------ DATA

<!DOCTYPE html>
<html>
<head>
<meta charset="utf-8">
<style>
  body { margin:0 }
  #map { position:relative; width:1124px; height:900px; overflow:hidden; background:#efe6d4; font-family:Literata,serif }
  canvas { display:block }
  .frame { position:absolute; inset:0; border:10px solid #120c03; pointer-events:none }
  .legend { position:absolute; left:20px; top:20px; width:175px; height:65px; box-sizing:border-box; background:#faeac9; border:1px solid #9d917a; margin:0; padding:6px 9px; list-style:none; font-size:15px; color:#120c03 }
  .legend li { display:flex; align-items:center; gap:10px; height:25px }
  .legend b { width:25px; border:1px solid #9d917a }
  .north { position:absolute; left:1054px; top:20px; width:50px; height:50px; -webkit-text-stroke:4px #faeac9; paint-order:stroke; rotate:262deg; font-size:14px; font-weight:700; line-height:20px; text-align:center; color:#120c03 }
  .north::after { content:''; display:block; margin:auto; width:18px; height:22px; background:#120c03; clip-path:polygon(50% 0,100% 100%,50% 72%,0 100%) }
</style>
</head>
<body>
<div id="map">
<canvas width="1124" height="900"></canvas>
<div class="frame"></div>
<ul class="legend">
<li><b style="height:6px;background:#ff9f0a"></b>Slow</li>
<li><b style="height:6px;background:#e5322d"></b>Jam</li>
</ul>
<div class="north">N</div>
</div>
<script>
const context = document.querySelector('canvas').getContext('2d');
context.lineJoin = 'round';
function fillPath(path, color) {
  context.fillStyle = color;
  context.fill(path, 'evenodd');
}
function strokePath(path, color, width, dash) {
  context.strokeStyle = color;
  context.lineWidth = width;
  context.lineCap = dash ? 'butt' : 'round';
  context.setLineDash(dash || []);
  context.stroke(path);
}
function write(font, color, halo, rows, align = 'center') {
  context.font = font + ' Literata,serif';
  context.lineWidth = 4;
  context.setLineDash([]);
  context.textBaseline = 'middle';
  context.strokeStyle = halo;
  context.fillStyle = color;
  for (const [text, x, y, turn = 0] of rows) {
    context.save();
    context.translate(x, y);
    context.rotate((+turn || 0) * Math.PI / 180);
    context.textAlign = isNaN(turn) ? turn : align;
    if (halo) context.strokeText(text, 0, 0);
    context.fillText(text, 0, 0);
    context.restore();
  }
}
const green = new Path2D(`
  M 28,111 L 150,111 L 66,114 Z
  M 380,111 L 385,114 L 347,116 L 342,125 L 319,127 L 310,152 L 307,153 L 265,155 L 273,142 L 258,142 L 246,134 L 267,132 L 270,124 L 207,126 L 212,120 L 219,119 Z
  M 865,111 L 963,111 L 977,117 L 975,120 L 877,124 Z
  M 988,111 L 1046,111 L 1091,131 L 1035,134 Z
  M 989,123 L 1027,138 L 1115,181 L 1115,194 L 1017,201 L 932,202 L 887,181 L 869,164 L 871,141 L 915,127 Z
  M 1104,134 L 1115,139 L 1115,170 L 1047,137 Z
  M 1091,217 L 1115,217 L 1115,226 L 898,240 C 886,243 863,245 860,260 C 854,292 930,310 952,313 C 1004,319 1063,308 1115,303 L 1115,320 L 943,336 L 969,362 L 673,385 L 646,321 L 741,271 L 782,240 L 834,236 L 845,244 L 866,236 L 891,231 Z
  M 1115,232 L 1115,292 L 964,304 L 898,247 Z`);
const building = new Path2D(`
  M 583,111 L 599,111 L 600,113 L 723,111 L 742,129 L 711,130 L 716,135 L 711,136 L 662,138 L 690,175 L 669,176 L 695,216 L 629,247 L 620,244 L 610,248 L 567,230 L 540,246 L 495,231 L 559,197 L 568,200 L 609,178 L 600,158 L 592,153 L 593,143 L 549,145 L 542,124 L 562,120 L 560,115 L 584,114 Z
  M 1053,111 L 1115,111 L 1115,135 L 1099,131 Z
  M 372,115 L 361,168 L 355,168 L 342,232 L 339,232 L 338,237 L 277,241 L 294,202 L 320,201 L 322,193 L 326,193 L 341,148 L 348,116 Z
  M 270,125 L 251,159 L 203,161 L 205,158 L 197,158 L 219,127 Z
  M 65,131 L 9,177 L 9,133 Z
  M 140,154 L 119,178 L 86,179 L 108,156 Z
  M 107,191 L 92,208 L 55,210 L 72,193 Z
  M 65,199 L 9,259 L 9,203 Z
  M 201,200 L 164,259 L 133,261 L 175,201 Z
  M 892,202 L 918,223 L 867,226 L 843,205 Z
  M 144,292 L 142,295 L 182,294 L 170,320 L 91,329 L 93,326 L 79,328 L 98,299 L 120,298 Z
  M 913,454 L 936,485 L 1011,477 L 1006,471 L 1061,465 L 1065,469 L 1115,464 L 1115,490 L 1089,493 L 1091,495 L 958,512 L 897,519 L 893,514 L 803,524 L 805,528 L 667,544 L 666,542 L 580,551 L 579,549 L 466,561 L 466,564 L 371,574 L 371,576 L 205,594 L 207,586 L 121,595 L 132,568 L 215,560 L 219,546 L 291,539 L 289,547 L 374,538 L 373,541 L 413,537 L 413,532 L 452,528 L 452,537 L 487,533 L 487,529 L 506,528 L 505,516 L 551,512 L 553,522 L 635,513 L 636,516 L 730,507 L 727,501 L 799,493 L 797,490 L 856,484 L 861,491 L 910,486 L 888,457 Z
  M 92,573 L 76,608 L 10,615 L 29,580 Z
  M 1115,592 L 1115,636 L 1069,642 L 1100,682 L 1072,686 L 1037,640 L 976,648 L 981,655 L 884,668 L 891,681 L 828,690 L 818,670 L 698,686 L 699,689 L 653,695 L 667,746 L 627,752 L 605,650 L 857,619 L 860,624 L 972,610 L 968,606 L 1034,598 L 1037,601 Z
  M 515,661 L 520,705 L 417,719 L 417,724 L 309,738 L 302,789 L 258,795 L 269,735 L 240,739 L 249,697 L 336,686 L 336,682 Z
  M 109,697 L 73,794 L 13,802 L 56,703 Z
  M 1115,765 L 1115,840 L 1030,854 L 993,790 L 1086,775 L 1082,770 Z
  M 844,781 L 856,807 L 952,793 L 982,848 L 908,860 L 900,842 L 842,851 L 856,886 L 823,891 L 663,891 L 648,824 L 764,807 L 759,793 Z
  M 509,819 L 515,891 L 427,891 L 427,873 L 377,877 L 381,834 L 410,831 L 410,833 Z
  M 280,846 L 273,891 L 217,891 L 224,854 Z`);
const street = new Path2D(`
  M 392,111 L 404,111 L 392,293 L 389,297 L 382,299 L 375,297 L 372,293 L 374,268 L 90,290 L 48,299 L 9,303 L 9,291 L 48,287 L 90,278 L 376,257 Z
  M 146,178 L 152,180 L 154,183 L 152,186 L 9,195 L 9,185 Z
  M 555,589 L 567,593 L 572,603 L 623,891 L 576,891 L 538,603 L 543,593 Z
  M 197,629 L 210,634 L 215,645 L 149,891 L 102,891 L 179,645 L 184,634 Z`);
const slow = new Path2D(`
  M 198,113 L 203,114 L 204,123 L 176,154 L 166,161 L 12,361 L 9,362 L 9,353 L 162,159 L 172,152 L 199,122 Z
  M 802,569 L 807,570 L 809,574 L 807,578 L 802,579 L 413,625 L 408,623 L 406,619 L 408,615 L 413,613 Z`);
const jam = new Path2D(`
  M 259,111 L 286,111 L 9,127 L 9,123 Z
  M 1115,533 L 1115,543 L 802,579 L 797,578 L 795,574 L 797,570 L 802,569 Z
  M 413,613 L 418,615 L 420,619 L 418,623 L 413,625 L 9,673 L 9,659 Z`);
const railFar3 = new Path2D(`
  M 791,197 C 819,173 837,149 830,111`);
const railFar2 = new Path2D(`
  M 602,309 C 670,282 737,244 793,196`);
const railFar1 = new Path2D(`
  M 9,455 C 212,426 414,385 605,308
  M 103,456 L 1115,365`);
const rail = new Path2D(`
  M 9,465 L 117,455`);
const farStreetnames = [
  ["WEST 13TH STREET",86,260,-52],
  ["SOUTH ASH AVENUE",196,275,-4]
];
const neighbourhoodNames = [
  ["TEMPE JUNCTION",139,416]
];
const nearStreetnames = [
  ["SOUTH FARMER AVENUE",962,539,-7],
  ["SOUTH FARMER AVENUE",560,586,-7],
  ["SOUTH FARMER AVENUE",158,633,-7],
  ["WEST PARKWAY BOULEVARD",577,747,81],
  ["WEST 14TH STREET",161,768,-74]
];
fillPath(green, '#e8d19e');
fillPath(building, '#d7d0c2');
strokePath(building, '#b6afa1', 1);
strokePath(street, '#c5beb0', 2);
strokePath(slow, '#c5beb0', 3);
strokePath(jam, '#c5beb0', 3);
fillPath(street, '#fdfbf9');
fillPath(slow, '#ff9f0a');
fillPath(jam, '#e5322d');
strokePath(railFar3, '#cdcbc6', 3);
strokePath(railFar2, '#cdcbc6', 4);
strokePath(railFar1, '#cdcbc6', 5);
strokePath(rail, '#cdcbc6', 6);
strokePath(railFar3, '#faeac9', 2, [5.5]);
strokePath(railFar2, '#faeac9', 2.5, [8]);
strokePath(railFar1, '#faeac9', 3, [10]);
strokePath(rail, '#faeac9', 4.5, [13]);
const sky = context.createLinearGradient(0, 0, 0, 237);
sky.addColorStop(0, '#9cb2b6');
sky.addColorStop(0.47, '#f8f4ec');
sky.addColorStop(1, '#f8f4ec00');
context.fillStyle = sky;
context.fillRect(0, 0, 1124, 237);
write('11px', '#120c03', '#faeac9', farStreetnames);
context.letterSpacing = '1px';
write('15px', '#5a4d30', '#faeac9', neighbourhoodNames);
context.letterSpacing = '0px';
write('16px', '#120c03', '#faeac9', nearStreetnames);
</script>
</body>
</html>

------------

> WHAT TO DO
An exact copy of the data is needed, running from its first line through the line that holds "display:flex; align-items:center; gap:10px;", and nothing beyond that.

> EXERCISE OUTPUT
<!DOCTYPE html>
<html>
<head>
<meta charset="utf-8">
<style>
  body { margin:0 }
  #map { position:relative; width:1124px; height:900px; overflow:hidden; background:#efe6d4; font-family:Literata,serif }
  canvas { display:block }
  .frame { position:absolute; inset:0; border:10px solid #120c03; pointer-events:none }
  .legend { position:absolute; left:20px; top:20px; width:175px; height:65px; box-sizing:border-box; background:#faeac9; border:1px solid #9d917a; margin:0; padding:6px 9px; list-style:none; font-size:15px; color:#120c03 }
  .legend li { display:flex; align-items:center; gap:10px; height:25px }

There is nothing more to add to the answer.